Spatial-Aware Latent Initialization for Controllable Image Generation
Wenqiang Sun, Teng Li, Zehong Lin, Jun Zhang
TL;DR
This work tackles the difficulty of enforcing spatial layouts in text-to-image diffusion by introducing Spatial-Aware Latent Initialization (SALT), which uses the DDIM inversion latent $z_T^*$ as initialization to preserve spatial cues during denoising. By coupling this spatial-aware initialization with an attention-guided layout loss $L$ (with a regularization term) and a brief number of optimization steps, SALT delivers significantly improved layout adherence (IoU and mAP@0.5) on COCO while maintaining image quality comparable to baseline methods. The approach is plug-and-play for training-free layout guidance, does not require model retraining, and demonstrates strong performance gains over prior zero-shot methods, particularly in multi-object layouts. Practically, SALT reduces the need for lengthy optimization and extends reliable layout control to open-vocabulary prompts, albeit with some CLIP-score trade-offs due to spatial sparsity constraints.
Abstract
Recently, text-to-image diffusion models have demonstrated impressive ability to generate high-quality images conditioned on the textual input. However, these models struggle to accurately adhere to textual instructions regarding spatial layout information. While previous research has primarily focused on aligning cross-attention maps with layout conditions, they overlook the impact of the initialization noise on the layout guidance. To achieve better layout control, we propose leveraging a spatial-aware initialization noise during the denoising process.
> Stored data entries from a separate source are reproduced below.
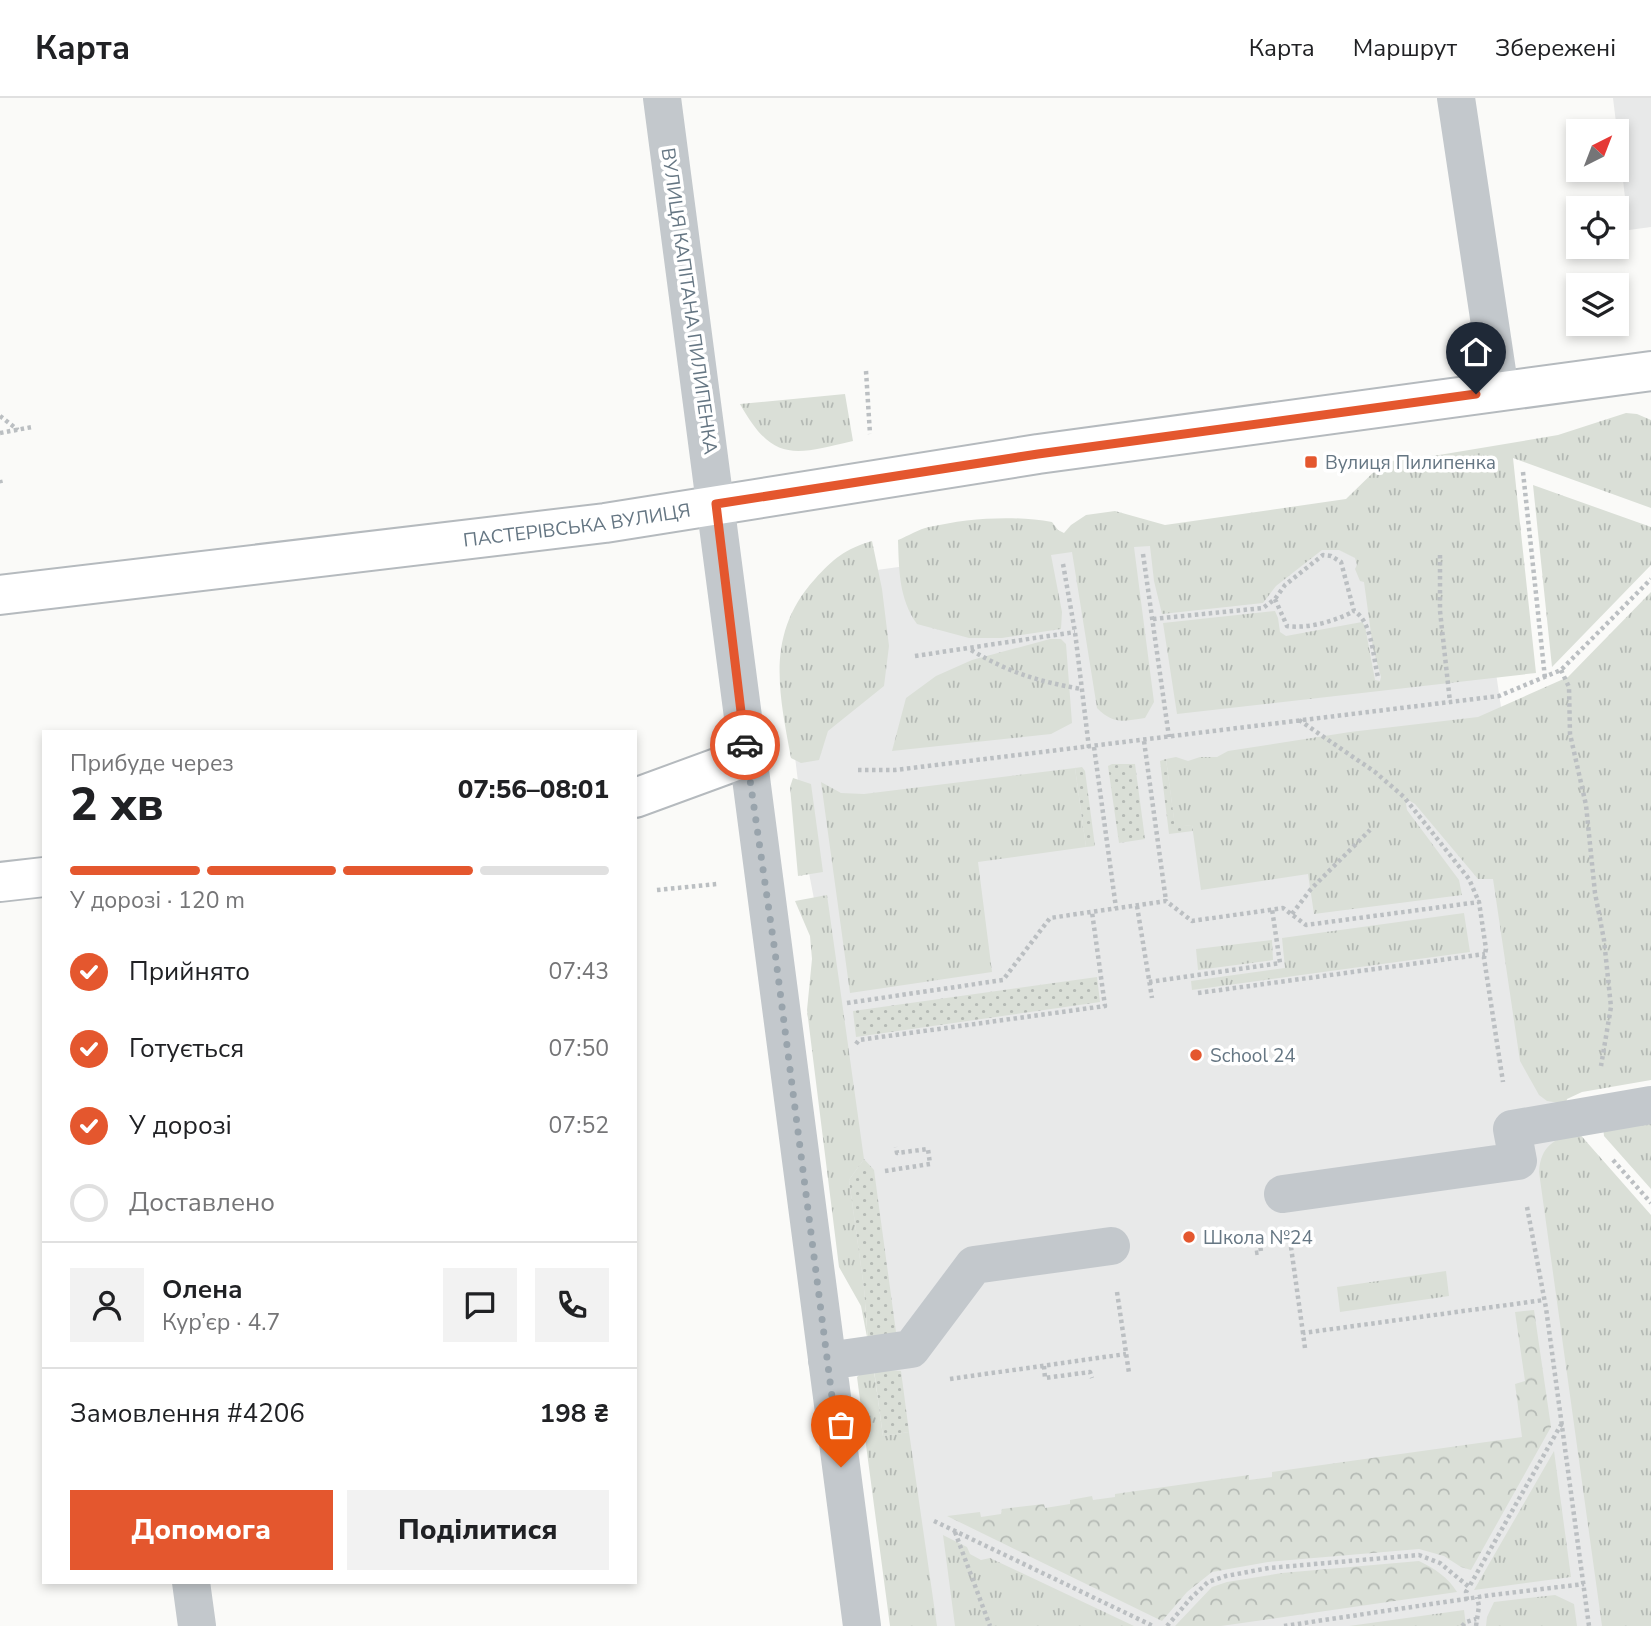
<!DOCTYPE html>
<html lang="uk">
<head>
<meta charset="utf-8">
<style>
	:root { --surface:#fff; --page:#f2f2f2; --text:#202124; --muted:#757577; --line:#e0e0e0; --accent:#e4572e }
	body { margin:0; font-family:"Nunito Sans",sans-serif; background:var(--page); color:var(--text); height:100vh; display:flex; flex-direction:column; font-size:26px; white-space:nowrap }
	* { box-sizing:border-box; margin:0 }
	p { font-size:23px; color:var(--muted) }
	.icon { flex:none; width:38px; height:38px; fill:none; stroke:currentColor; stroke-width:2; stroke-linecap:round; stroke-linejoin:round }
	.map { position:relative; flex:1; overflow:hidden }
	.drawer { position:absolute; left:42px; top:632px; width:595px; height:854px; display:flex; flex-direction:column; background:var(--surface); border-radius:0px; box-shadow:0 4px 10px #0003 }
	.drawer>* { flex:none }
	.needle { width:46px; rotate:42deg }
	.controls { position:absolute; left:1566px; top:21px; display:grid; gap:14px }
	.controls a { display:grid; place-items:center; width:63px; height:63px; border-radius:0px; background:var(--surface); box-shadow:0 4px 10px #0003; font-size:35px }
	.pin { position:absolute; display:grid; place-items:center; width:60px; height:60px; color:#fff; margin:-72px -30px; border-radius:50% 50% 50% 0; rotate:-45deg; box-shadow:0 0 7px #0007 }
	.pin .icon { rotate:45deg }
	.courier { position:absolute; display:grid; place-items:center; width:70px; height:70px; margin:-35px; border:5px solid #e4572e; border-radius:50%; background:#fff; color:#222; box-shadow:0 2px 9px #0007 }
	.head em { font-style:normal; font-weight:800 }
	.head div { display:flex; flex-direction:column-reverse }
	.head { display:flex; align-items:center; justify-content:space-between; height:119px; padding:0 28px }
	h1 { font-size:46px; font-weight:800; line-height:52px }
	.bar { display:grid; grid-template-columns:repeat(4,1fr); gap:10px 7px; align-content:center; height:84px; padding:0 28px }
	.bar i { height:9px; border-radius:5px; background:var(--line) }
	.bar .active { background:var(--accent) }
	.bar p { grid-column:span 4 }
	.line { display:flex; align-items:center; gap:18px; padding:0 28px; border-top:2px solid var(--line) }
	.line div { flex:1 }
	.round { display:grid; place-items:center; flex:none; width:74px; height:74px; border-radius:0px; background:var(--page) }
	ol { padding:0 28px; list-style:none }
	li { display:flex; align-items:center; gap:21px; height:77px }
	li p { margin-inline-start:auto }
	li .icon { padding:7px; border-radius:50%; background:var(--accent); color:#fff; stroke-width:4 }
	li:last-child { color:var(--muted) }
	li i { width:38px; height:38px; border:4px solid var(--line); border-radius:50% }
	.button { display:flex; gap:14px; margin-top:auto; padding:14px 28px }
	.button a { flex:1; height:80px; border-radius:0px; background:var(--accent); color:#fff; font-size:28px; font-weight:800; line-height:80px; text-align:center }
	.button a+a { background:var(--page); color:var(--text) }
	header { display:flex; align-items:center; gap:42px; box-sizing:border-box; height:98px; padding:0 35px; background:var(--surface); border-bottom:2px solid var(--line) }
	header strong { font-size:33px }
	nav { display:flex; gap:38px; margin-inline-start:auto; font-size:24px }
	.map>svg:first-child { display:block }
	.built { fill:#e8e9e9 }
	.grass { fill:url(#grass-tufts) }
	.forest { fill:url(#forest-crowns) }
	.garden { fill:url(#garden-dots) }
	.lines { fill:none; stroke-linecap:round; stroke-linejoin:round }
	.major-casing { stroke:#b5babe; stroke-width:42 }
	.path { stroke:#bbbfc2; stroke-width:4.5; stroke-dasharray:3.5 3.5; stroke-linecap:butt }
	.minor { stroke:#c3c8cc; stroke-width:38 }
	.major { stroke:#fff; stroke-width:38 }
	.done { stroke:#99a4ac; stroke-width:7; stroke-dasharray:0 12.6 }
	.route { stroke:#e4572e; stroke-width:9 }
	.poi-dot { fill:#e4572e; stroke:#fff; stroke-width:2.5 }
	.labels { text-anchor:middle; stroke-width:7; stroke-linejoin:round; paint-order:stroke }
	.street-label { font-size:19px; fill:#657683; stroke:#fff }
	.poi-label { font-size:19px; fill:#657683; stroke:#fff; text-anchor:start }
</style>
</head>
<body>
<header>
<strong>Карта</strong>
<nav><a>Карта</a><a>Маршрут</a><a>Збережені</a></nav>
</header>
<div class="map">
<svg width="1651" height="1528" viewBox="0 0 1651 1528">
	<defs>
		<pattern id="grass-tufts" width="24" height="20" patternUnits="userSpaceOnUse" patternTransform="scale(1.75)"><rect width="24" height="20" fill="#dadfd7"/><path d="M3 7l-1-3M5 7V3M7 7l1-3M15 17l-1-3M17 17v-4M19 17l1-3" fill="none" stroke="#b4b9b4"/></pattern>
		<pattern id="forest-crowns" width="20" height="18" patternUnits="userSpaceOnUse" patternTransform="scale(1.75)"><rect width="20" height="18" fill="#dadfd7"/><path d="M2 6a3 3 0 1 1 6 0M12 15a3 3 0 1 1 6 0" fill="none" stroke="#b4b9b4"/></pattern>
		<pattern id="garden-dots" width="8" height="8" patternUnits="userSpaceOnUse" patternTransform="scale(1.75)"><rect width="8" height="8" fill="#dadfd7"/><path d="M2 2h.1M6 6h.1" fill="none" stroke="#b4b9b4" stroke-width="1.8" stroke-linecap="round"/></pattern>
	</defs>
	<rect width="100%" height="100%" fill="#fafaf8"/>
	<path class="built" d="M1613 0H1651V129L1629 132Z
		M1479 388 1495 568 1635 1528H908L826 913 814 801 809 775 789 609 877 472Z"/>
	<path class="grass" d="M845 296 853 343C794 357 773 365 740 306Z
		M1626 315 1637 316 1651 322V410L1513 360 1536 575 1177 616 1163 525 1275 513 1278 520 1280 534 1286 538 1362 524 1365 528 1375 582 1380 583 1381 579 1373 550 1364 484 1360 483 1355 471 1357 467 1355 460 1339 452H1322L1276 488 1263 505 1162 516 1154 483 1150 448 1134 449 1154 604 1145 620C1123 623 1114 627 1097 610L1072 454 1051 457 1062 514 1061 531 1002 540H969L917 526C899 501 899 472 898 442 908 438 919 431 929 429 968 420 1013 417 1052 424L1058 432 1064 435 1071 427 1086 417 1115 413 1165 427 1346 401 1384 364 1439 357 1558 337Z
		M1533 387 1651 429V467L1552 569Z
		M872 443 882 491 889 548 884 588 828 633 819 662 801 665 791 660C779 594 765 536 815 481 833 461 845 451 872 443Z
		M1651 494V982L1582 994 1567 1001 1566 1006 1547 1003 1539 997 1520 963 1493 781H1478L1415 706 1405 700 1407 712 1459 782 1462 797 1314 816 1308 776 1201 792 1192 727 1175 729 1166 661 1176 659 1188 663 1200 659H1217L1228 653 1350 634 1478 619 1568 579Z
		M1050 541H1061L1066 546 1072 625 1051 636 892 653 906 600 936 578 972 562Z
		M1075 670 1086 749 978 764 992 874 850 895 821 684 841 695 864 696Z
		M793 680 811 686 823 774 798 778 790 689Z
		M827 797 864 1061 849 1082 864 1190 868 1244 861 1208 839 1169 807 912 812 861 810 838 795 803Z
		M1464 815 1470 854 1192 892 1191 883 1285 870 1282 840Z
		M1272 842 1273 862 1198 872 1196 851Z
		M1651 1022V1091L1604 1038 1603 1029Z
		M1577 1033 1651 1117V1528H1602L1539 1074C1541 1047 1554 1042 1577 1033Z
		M1446 1173 1449 1198 1340 1214 1337 1189Z
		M874 1273 883 1338 909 1334 937 1528H890L857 1279 862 1274Z
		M1554 1353 1571 1479 1474 1492Z
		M943 1437 967 1449 970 1456 981 1462 990 1460 1134 1528H955Z
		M1555 1497 1574 1506 1577 1528H1486L1487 1519 1494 1504Z
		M1464 1512 1466 1528H1349Z"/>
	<path class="forest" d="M1534 1212 1551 1329 1471 1472 1461 1469 1444 1458 1419 1451 1268 1464 1212 1474 1187 1494 1162 1523 947 1418 980 1414 981 1419 1001 1416 1002 1411 1044 1406 1045 1410 1070 1406V1402L1092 1398 1093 1402 1115 1399V1396L1249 1377V1382L1272 1379V1374L1522 1339 1515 1286 1525 1283 1515 1214Z
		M1419 1463C1435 1471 1448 1479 1457 1494L1221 1528H1175L1212 1489 1227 1484 1282 1475Z"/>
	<path class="garden" d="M1166 661 1175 728 1192 727 1193 733 1169 736 1160 663Z
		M1112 666H1135L1145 741 1119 745 1108 668Z
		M1082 669 1085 673 1095 748 1086 749 1075 670Z
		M1097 879 1100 904 856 939 853 913Z
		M864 1061 874 1072 896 1234 868 1244 864 1190 849 1082Z
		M874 1271 901 1273 909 1334 883 1338Z"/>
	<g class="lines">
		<defs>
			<g id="major">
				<path id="s1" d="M0 497 605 425 1038 356 1651 273"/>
				<path d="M635 700 747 659"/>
				<path d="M0 784 44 779"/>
			</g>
		</defs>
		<use href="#major" class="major-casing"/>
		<path class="path" d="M866 273 870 336
			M0 318 18 332
			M0 335 32 329
			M1523 374 1545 580
			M0 382 1 386
			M1143 456 1169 639
			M1440 457V513L1450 604
			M1063 466 1075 534 1089 650
			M1275 501 1287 528C1308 531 1336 523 1354 513
			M1153 521 1263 510 1275 501 1285 487 1323 457 1331 458 1341 464 1354 513C1372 523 1373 559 1378 579
			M971 552C1010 575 1037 583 1081 591
			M915 558 1075 534
			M1561 572 1569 589 1570 636 1586 707 1595 795 1604 842 1611 909 1601 968
			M1299 622 1375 674 1404 699 1469 781 1479 804
			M1144 643 1166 803
			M1094 649 1116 810
			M858 672H895L1499 598 1561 572 1651 481
			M657 792 717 786
			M1137 808 1152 900
			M1292 816 1311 791 1370 732
			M1149 884 1280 865 1272 811
			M1198 895 1485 856
			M847 905 1003 882 1050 820 1166 803 1192 823 1283 810 1306 827 1479 804 1486 851 1484 860 1503 984
			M856 946 859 942 1105 908 1092 814
			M1613 1062 1651 1105
			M885 1073 930 1066 928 1051 897 1055 896 1049
			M1527 1109 1546 1210 1589 1528
			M1290 1142 1303 1235
			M1255 1155 1261 1154 1259 1137
			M1117 1194 1129 1275
			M1305 1250 1303 1235 1544 1202
			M1044 1268 1045 1280 1090 1274 1092 1280
			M950 1281 1126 1256
			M934 1423 1153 1528
			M955 1434 990 1528
			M1467 1502 1466 1494 1469 1489
			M1167 1528 1191 1500 1208 1484 1226 1478 1269 1470 1419 1457 1440 1465 1469 1489 1562 1325
			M1284 1528 1492 1497 1584 1486
			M1462 1528 1466 1524 1476 1521
			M1476 1528 1479 1508 1477 1499"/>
		<path class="minor" d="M662 0 862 1528
			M1456 0 1500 293
			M1283 1096 1518 1063 1512 1031 1651 1007
			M827 1263 911 1251 974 1167 1111 1148
			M191 1484 197 1528"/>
		<use href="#major" class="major"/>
	</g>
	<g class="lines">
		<path class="done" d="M745 647 775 854 841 1369"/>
		<path class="route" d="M745 647 716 406 1038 356 1476 296"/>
	</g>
	<g class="poi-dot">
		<rect x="1304" y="357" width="14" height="14" rx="3.5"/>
		<circle cx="1196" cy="957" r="7"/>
		<circle cx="1189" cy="1139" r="7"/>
	</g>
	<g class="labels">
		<g class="street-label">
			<text transform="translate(690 203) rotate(82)" y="7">ВУЛИЦЯ КАПІТАНА ПИЛИПЕНКА</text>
			<text dy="7" stroke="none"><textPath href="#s1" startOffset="581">ПАСТЕРІВСЬКА ВУЛИЦЯ</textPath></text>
		</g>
		<g class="poi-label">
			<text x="1325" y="371">Вулиця Пилипенка</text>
			<text x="1210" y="964">School 24</text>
			<text x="1203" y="1146">Школа №24</text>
		</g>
	</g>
</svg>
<div class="controls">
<a><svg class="needle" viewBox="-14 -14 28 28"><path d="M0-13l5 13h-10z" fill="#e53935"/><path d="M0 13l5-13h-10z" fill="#757577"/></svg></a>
<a><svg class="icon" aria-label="locate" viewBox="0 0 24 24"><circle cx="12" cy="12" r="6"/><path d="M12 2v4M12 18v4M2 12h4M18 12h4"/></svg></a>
<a><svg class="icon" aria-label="layers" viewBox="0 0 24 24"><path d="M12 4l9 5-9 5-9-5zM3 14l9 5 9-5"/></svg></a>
</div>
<div class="pin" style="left:841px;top:1369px;background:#ea580c"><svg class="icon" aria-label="bag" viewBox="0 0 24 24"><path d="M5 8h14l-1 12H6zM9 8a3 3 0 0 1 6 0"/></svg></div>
<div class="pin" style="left:1476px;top:296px;background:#1f2937"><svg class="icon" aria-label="home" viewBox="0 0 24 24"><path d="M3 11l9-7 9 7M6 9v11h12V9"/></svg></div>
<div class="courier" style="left:745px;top:647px"><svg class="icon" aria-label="car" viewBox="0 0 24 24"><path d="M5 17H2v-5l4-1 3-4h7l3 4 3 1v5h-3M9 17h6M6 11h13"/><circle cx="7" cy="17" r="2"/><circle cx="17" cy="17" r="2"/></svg></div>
<section class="drawer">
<div class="head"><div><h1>2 хв</h1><p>Прибуде через</p></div><em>07:56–08:01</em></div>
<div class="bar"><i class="active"></i><i class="active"></i><i class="active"></i><i></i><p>У дорозі · 120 m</p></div>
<ol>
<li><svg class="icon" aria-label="check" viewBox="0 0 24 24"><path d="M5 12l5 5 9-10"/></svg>Прийнято<p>07:43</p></li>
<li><svg class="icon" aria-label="check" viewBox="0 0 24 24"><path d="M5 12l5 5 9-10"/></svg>Готується<p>07:50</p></li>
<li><svg class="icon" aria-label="check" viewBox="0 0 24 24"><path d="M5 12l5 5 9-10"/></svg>У дорозі<p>07:52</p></li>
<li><i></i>Доставлено</li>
</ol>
<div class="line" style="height:126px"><a class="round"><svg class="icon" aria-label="person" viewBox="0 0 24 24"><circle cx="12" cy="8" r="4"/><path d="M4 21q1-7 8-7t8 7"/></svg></a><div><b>Олена</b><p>Кур’єр · 4.7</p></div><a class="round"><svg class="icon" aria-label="chat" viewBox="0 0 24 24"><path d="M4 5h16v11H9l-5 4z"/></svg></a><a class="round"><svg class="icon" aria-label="phone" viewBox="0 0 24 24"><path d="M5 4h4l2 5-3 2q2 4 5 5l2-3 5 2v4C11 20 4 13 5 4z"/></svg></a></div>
<div class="line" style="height:91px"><div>Замовлення #4206</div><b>198 ₴</b></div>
<div class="button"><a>Допомога</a><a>Поділитися</a></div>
</section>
</div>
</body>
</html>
Specifically, we find that the inverted reference image with finite inversion steps contains valuable spatial awareness regarding the object's position, resulting in similar layouts in the generated images. Based on this observation, we develop an open-vocabulary framework to customize a spatial-aware initialization noise for each layout condition. Without modifying other modules except the initialization noise, our approach can be seamlessly integrated as a plug-and-play module within other training-free layout guidance frameworks. We evaluate our approach quantitatively and qualitatively on the available Stable Diffusion model and COCO dataset. Equipped with the spatial-aware latent initialization, our method significantly improves the effectiveness of layout guidance while preserving high-quality content.